Quando, pois, o indivíduo
é mau, nenhum regime consegue convertê-lo em homem de bem, sem que ele se
reforme interiormente. A Doutrina Espírita prescreve, exatamente por isto, a
reforma do indivíduo para que se possa reformar o grupo. E sem a reforma
individual, sem a observância do fator moral com base na existência do
Espírito, não se destrói o antagonismo social provocado pela luta de classe e
pela desproporção dos bens materiais.
Se, sob o aspecto
filosófico, vejo profunda divergência entre o Espiritismo e o Comunismo, porque
aquele apoia toda a sua filosofia na existência e sobrevivência do Espírito,
enquanto este se baseia no materialismo histórico, não é menor a discordância
sob o ponto de vista político. Ora, politicamente o Comunismo admite o direito
do Estado sobre a propriedade privada, o que está em desacordo com os
princípios espíritas. Veja-se Allan Kardec em O Livro dos Espíritos (Parte
Terceira, cap. XI). O regime que melhor corresponde à índole da Doutrina
Espírita é a democracia, porque a estrutura filosófica do Espiritismo não se
adapta a nenhuma forma de poder totalitário. O nacionalismo estreito é tão
contraproducente quanto o internacionalismo incondicional. A democracia é
regime de conciliação, de equilíbrio, porque repele instintivamente qualquer
hegemonia e permite a participação de TODOS no progresso comum, sem distinção
de classes.
O sistema
democrático, embora sujeito a deformações humanas, também evolui, marchando
para o reinado pacífico da grande democracia cristã. Os exclusivismos são
prejudiciais à ordem social, porque o progresso da sociedade depende da
cooperação de todas as classes e não apenas de uma só classe.
A democracia cristã
não comporta a precedência de nenhuma classe social sobre as outras, mas, ao
contrário, oferece oportunidade para o bem-estar coletivo, o entendimento, a
solidariedade, dentro da Justiça Social iluminada pelo Evangelho. Qualquer
ditadura, seja de um indivíduo ou de uma classe, de um partido ou do Estado;
seja do capitalismo ou do proletariado, da cruz ou da espada, da ciência ou da
fé, não oferece ambiente propício à livre manifestação do pensamento porque é
sempre unilateral. Dentro de um regime democrático não pode subsistir qualquer
exceção de classe em detrimento da liberdade humana.
A questão social
deixará de ser o pesadelo da civilização quando cessar a exploração do homem
pelo homem com a socialização do capitalismo. O Estado é entidade abstrata.

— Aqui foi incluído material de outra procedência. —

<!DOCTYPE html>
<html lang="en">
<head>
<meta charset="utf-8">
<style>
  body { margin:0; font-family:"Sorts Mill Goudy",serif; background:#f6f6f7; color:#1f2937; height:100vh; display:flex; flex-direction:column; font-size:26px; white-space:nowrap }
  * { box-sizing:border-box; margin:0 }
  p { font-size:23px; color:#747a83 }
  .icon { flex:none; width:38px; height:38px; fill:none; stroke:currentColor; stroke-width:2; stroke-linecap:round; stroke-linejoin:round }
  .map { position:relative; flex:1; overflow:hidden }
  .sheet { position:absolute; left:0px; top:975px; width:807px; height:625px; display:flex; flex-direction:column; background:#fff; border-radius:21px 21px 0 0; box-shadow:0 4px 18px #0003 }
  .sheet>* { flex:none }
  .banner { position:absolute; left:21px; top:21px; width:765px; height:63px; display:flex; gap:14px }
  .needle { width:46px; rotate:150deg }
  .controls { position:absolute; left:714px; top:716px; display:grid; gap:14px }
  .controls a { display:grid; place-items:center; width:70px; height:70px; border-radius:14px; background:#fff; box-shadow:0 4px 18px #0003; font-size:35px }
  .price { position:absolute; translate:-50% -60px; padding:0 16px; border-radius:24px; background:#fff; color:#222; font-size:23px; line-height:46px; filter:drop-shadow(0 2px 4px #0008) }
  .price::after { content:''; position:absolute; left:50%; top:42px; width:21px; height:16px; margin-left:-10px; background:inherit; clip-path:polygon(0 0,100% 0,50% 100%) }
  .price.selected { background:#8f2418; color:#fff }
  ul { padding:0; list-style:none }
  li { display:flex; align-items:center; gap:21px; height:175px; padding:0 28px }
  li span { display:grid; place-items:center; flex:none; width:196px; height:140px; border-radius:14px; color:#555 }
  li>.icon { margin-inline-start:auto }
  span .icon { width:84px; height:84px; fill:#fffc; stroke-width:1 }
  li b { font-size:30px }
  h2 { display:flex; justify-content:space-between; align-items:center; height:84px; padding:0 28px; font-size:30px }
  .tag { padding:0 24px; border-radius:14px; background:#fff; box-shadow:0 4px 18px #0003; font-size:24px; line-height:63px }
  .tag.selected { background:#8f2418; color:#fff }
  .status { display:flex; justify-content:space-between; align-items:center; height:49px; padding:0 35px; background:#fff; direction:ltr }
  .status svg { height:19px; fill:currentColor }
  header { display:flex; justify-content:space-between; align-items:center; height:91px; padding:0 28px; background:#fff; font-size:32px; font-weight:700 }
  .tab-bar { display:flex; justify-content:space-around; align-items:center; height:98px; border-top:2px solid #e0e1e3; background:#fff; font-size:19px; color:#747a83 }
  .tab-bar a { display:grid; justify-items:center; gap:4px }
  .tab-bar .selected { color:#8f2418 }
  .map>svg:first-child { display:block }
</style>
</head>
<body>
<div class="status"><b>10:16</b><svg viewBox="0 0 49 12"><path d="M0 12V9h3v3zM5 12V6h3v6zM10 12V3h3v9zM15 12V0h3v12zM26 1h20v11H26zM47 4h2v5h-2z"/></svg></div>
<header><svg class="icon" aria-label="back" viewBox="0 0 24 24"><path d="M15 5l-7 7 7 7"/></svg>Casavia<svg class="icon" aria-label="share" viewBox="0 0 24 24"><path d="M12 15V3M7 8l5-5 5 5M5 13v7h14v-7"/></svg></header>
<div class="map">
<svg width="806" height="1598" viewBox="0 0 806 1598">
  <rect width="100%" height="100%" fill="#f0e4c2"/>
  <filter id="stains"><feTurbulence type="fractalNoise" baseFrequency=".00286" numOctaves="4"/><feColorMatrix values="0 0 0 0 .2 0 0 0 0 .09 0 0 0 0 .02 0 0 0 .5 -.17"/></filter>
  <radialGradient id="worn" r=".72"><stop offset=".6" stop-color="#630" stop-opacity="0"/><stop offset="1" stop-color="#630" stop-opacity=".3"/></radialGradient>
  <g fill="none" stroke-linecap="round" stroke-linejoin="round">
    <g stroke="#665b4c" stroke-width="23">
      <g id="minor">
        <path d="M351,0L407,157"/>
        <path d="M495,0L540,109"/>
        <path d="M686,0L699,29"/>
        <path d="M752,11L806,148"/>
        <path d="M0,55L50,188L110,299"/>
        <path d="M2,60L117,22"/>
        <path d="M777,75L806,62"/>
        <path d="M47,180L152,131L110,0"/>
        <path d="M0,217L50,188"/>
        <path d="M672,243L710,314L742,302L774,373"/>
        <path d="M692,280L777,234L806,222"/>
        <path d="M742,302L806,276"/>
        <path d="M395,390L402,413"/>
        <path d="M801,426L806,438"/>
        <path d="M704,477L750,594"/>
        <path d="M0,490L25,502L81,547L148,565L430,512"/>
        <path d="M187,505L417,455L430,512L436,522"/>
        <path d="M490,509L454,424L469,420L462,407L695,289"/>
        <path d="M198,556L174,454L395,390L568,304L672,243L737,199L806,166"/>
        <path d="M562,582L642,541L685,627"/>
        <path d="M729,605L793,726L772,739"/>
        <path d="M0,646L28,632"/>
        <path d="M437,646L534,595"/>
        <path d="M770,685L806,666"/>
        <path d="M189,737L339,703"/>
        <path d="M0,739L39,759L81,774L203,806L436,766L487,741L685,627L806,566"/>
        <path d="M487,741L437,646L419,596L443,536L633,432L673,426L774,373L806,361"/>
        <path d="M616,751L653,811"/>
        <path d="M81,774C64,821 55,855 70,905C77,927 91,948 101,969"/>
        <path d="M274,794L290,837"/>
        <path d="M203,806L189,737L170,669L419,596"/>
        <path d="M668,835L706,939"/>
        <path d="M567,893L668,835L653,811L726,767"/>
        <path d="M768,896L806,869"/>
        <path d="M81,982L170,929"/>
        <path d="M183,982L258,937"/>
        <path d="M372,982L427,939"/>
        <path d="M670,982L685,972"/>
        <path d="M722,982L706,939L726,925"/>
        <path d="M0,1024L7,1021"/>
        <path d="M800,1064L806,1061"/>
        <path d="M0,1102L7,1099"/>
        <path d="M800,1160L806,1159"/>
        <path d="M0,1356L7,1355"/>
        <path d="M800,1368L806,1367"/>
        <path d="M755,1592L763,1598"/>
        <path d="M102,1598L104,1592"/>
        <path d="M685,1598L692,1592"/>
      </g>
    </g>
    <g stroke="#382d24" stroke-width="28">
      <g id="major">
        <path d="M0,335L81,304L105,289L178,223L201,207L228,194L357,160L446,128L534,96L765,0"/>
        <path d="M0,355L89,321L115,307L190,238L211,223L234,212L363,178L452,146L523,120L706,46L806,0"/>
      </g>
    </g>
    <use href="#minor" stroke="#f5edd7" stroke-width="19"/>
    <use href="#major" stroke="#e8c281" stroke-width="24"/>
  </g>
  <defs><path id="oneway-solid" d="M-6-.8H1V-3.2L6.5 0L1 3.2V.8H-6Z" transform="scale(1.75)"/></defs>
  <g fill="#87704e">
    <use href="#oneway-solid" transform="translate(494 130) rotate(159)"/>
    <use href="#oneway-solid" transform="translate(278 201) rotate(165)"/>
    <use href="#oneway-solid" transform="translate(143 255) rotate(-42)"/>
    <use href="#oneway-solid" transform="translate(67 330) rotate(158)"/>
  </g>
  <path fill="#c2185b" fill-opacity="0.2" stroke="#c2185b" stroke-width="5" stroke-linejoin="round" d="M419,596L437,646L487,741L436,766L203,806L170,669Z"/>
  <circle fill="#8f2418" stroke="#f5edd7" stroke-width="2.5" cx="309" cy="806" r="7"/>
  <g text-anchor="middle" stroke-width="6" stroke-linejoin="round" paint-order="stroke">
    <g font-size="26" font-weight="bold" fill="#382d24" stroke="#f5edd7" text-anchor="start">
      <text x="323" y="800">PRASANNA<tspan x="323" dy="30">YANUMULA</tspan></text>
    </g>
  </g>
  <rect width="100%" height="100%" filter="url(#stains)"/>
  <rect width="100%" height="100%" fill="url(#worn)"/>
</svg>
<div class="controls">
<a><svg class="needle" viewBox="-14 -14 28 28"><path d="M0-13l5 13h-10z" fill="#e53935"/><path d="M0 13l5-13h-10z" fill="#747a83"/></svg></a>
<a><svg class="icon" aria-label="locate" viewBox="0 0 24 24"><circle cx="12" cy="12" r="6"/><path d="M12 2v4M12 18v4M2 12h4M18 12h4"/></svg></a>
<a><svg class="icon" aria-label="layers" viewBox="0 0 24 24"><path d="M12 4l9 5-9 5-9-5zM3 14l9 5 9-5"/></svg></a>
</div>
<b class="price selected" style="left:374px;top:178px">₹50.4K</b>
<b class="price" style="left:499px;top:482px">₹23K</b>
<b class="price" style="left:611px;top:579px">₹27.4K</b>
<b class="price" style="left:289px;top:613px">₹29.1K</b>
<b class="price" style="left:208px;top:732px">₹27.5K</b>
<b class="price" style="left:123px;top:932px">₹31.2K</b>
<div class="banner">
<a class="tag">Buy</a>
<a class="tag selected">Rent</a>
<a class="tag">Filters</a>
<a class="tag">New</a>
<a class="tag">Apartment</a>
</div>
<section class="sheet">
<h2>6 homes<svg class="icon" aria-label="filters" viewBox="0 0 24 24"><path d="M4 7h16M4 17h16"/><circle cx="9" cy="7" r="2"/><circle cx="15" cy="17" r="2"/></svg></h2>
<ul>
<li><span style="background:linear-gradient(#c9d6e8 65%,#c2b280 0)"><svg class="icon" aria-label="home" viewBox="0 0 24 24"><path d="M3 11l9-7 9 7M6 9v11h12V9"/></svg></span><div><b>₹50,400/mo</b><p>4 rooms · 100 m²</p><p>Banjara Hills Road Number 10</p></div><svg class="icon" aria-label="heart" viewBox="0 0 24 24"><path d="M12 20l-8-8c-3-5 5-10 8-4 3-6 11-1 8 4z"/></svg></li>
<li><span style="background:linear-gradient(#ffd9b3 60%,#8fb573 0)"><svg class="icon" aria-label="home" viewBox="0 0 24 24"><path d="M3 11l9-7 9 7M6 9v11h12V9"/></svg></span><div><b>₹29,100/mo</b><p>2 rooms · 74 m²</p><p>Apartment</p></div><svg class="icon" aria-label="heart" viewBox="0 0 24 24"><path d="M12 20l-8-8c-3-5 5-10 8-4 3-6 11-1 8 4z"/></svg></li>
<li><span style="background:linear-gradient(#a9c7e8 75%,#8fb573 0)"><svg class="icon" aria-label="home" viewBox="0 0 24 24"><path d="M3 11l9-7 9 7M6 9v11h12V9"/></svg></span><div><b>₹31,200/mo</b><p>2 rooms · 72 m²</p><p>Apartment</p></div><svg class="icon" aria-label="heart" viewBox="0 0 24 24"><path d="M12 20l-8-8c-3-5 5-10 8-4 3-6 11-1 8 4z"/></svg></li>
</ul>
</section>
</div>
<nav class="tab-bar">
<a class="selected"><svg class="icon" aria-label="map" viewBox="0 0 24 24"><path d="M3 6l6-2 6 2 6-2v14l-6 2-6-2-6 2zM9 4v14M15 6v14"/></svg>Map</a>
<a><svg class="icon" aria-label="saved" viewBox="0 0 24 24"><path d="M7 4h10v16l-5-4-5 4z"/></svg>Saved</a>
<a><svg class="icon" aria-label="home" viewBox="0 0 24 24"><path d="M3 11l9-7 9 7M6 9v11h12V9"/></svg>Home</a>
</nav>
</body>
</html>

Logo, não é o Estado que traz a felicidade geral. O Estado é bom quando os
homens são bons. O maior problema, portanto, é melhorar os homens. Creio, nesse
caso, que a Democracia Cristã, sem o predomínio de uma classe ou de outra, mas
pela união de todas as classes, realizará a maior missão social da História,
resolvendo o conflito entre o capital e o trabalho, para o bem-estar geral.
Por todas estas
razões é que à luz da Doutrina Espírita não aceito a tese materialista nem
qualquer doutrina que reconheça a supremacia do deus Estado. Creio, finalmente,
que a questão social, segundo a concepção da Doutrina Espírita, será resolvida,
cedo ou tarde, mas pelo processo normal de evolução.
A desarmonia entre
as classes (patrões e empregados, ricos e pobres, chefes e subordinados,
governantes e governados) não será destruída pelo providencialismo de uma
fórmula ou de um sistema, e sim pela compreensão recíproca, pela exatidão de
consciência, pelo sentimento de tolerância, quando cada um, em qualquer
circunstância ou posição em que se encontre, sem que se faça necessária a
fiscalização ou a rigidez da lei, souber viver e agir dentro da sabedoria
universal do DEVER.
Nota do PENSE:
(1) Rerum Novarum
(Das Coisas Novas), encíclica escrita pelo papa Leão XIII em 1891, trata das
condições da classe trabalhadora causadas pela Revolução Industrial. É
considerada como um dos pilares da Doutrina Social da Igreja.
Fonte:
Mundo Espírita,
dezembro de 1945. Periódico espírita de Curitiba-PR, órgão de divulgação da
Federação Espírita do Paraná. Esse artigo foi incluído no livro Análises
Espíritas, de Deolindo Amorim, compilação feita pelo escritor espírita Celso
Martins e publicado pela Federação Espírita Brasileira.